- Goal of the exercise: Copy out precisely the line that holds "Map reading. Summarize" and all the lines following it in the data, up to and including the last one, and no others.

- Supplied material:

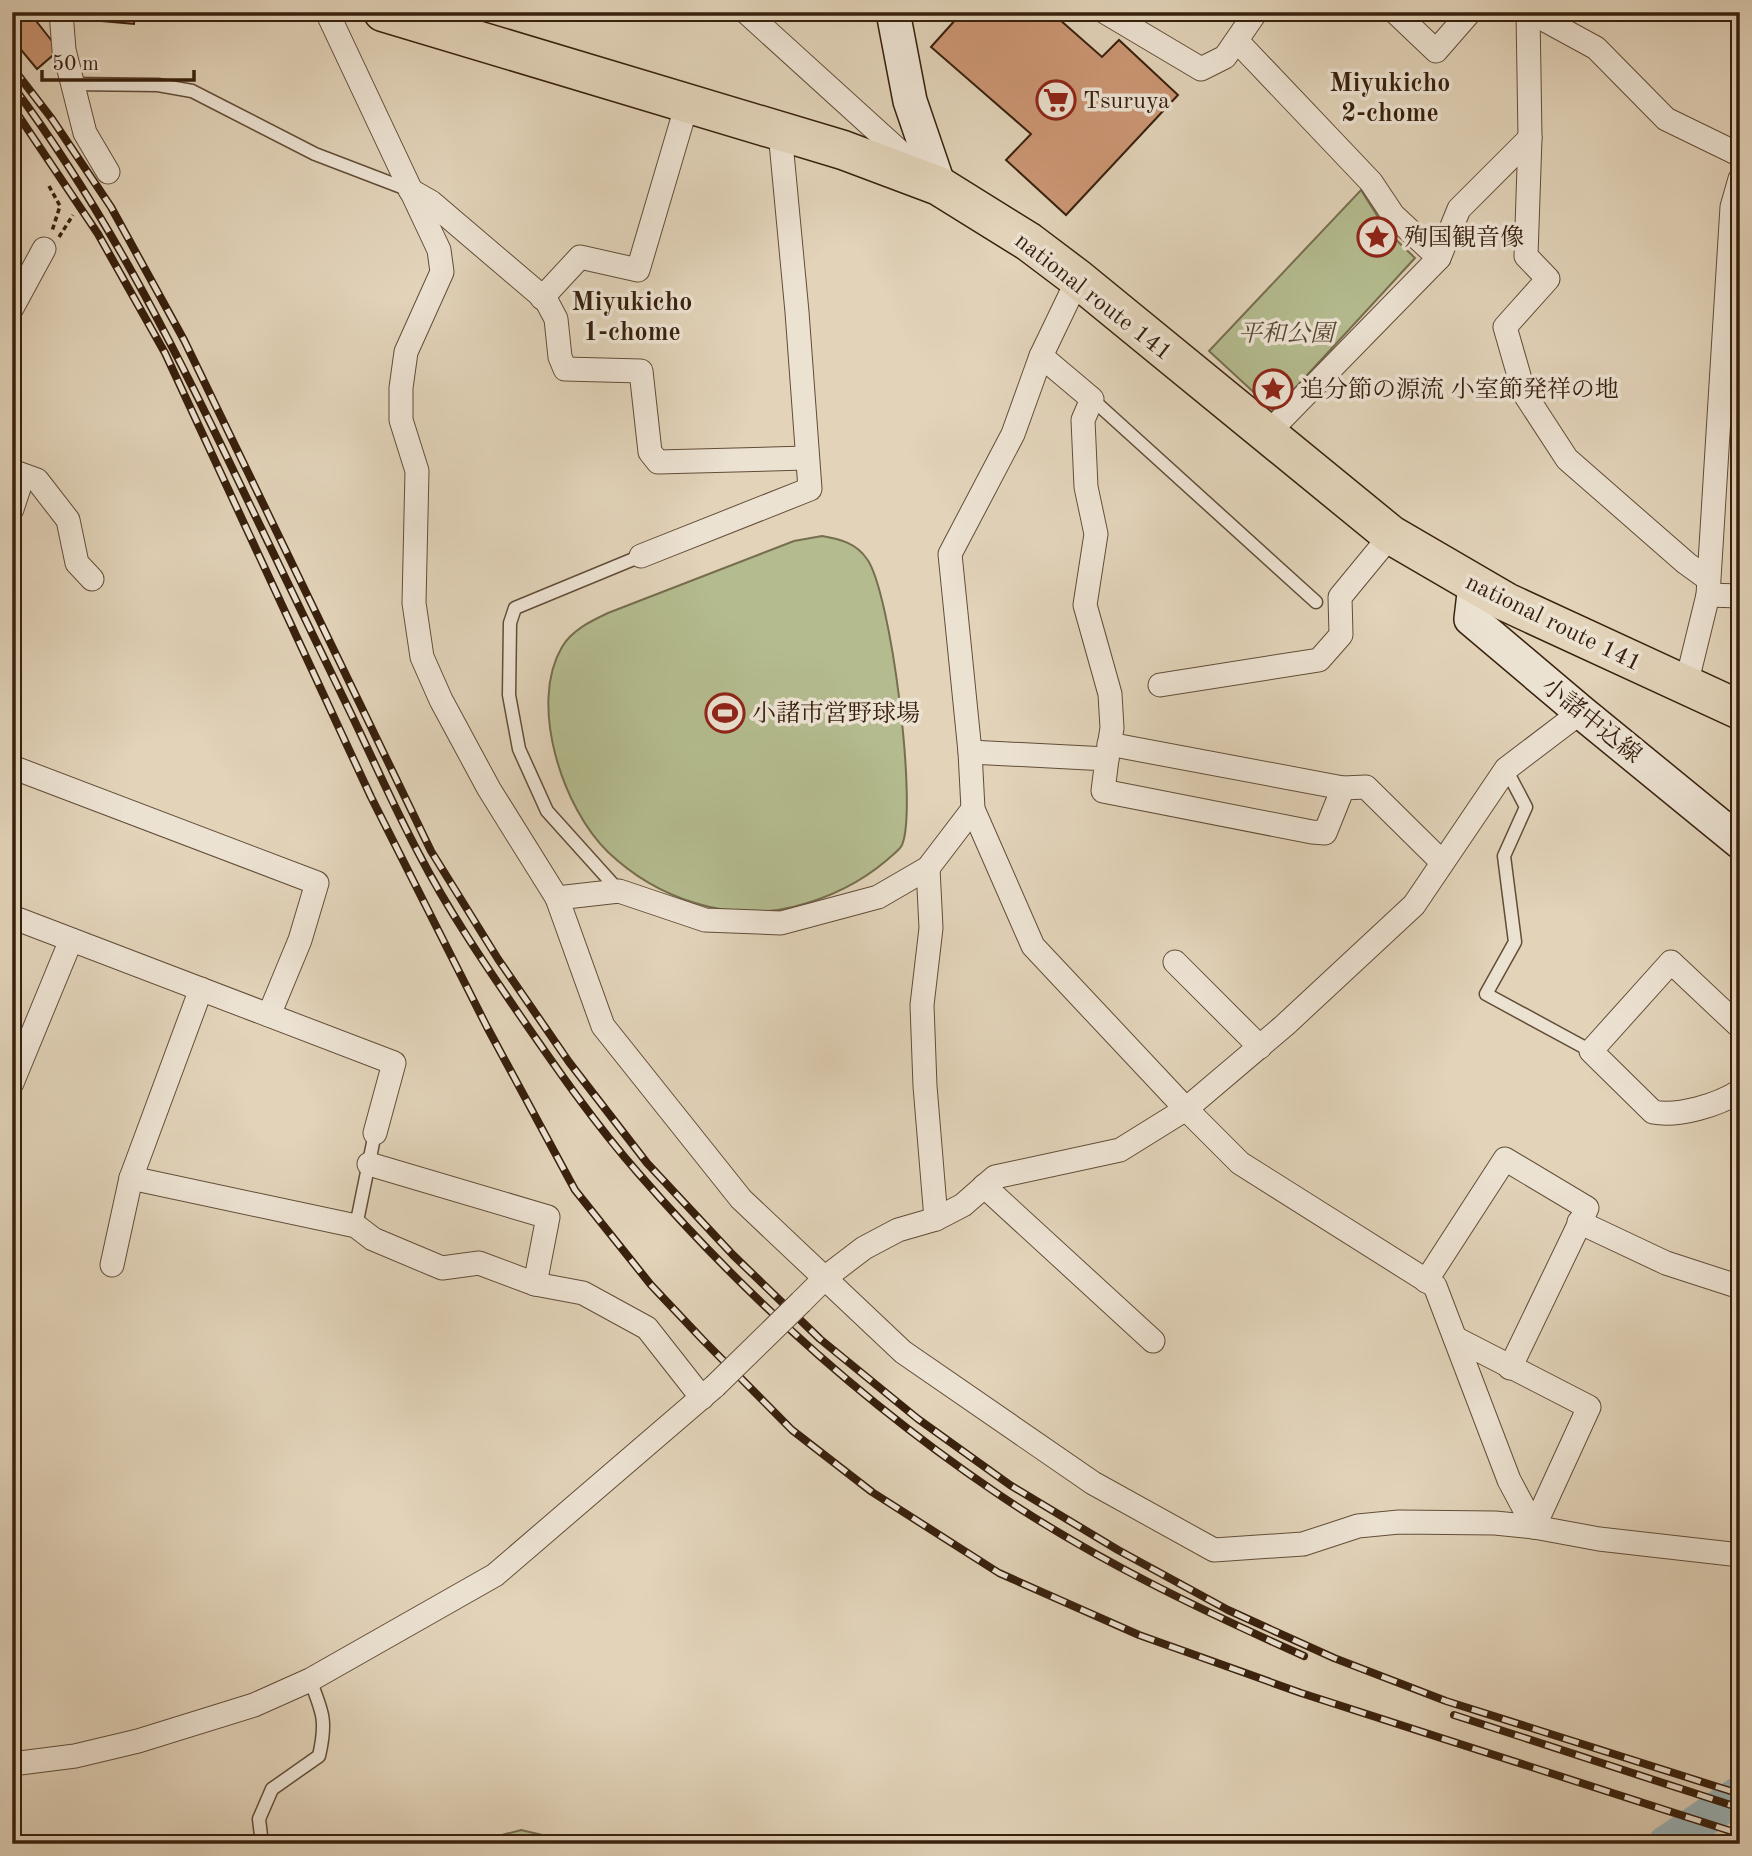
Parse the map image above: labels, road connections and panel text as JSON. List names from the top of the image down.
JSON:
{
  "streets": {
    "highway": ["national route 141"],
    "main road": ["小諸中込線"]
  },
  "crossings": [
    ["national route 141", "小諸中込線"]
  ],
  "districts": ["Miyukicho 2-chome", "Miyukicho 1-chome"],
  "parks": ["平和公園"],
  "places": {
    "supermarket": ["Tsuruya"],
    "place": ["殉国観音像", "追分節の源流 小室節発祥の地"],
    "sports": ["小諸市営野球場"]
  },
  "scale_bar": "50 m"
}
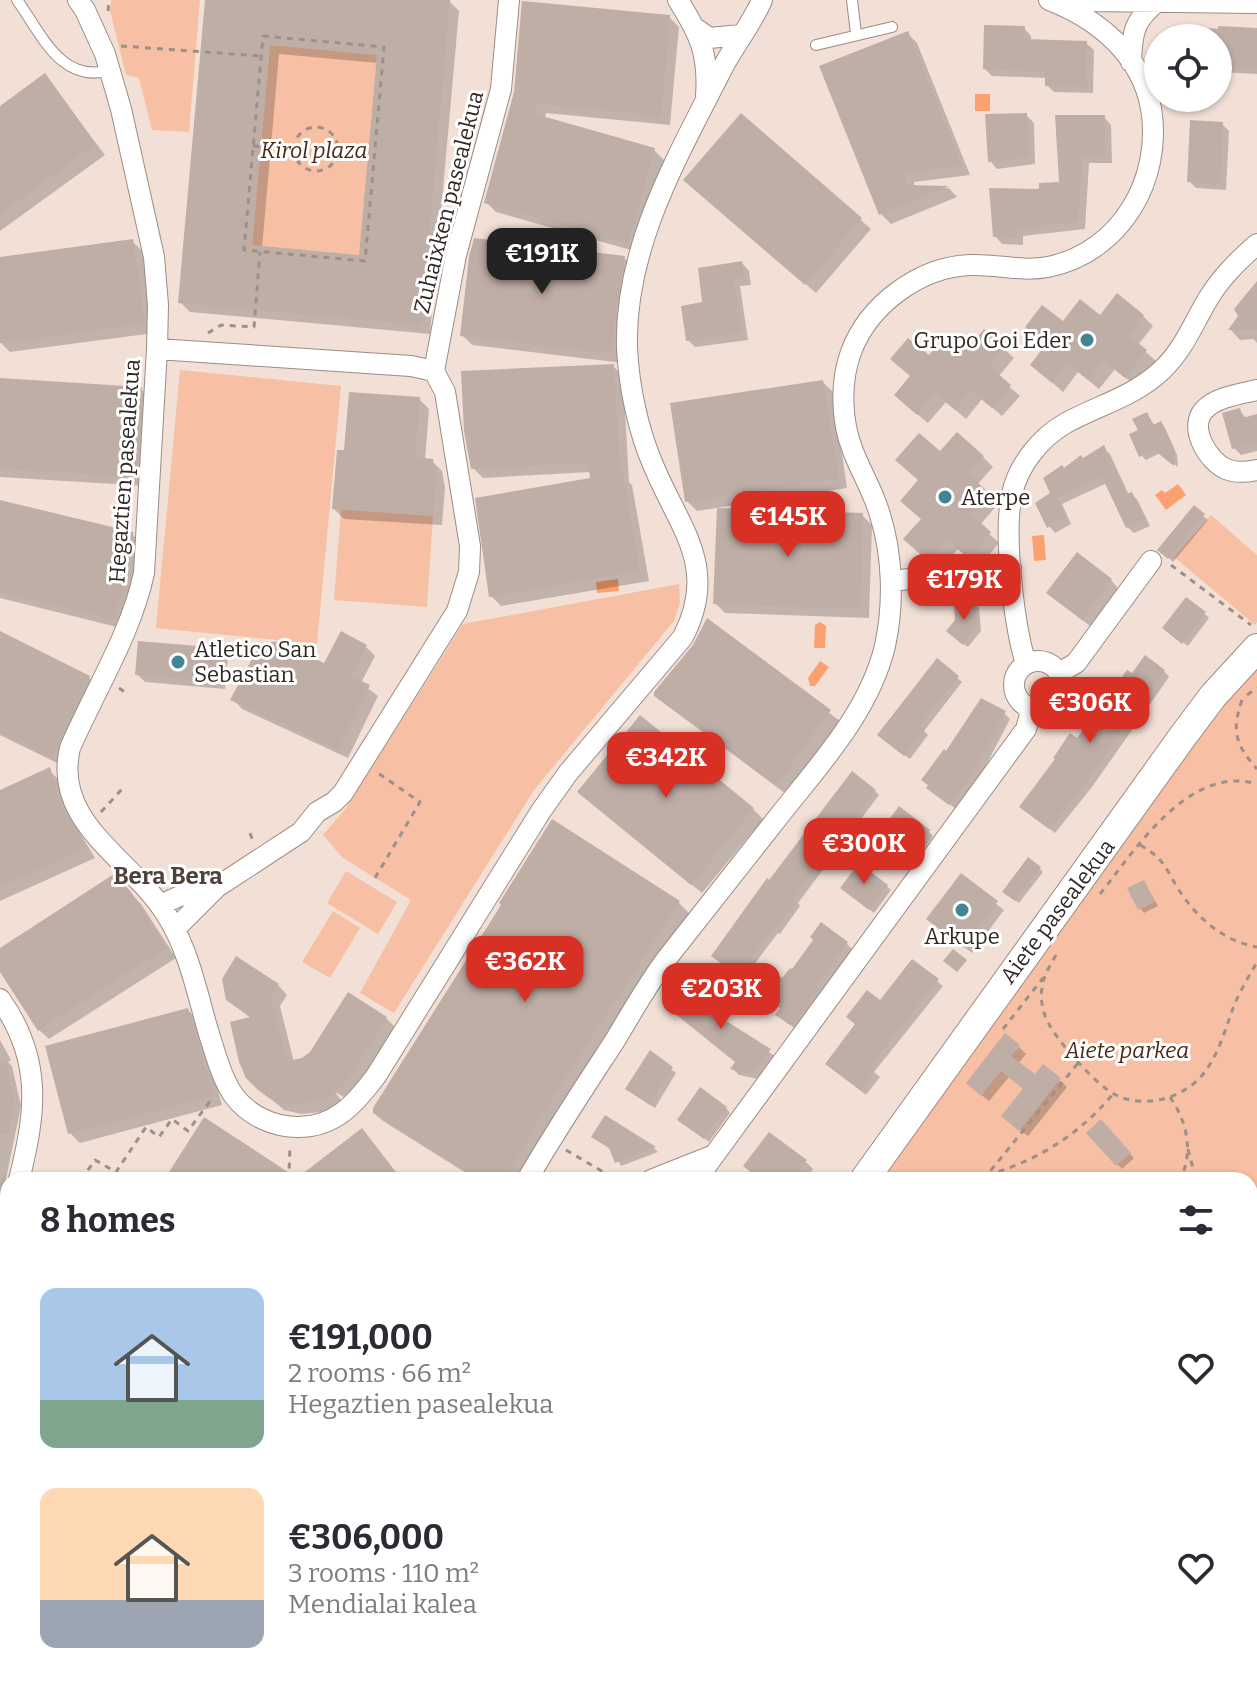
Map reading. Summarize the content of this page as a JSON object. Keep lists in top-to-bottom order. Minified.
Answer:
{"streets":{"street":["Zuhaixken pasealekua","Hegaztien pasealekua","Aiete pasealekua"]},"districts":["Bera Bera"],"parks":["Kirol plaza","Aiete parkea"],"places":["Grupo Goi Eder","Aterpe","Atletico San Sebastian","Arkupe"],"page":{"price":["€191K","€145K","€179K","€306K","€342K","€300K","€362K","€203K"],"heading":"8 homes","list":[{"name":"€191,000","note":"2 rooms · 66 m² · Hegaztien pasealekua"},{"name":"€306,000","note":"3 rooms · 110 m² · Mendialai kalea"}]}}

- Solved exercise:
Map reading. Summarize the content of this page as a JSON object. Keep lists in top-to-bottom order. Minified.
Answer:
{"streets":{"street":["Zuhaixken pasealekua","Hegaztien pasealekua","Aiete pasealekua"]},"districts":["Bera Bera"],"parks":["Kirol plaza","Aiete parkea"],"places":["Grupo Goi Eder","Aterpe","Atletico San Sebastian","Arkupe"],"page":{"price":["€191K","€145K","€179K","€306K","€342K","€300K","€362K","€203K"],"heading":"8 homes","list":[{"name":"€191,000","note":"2 rooms · 66 m² · Hegaztien pasealekua"},{"name":"€306,000","note":"3 rooms · 110 m² · Mendialai kalea"}]}}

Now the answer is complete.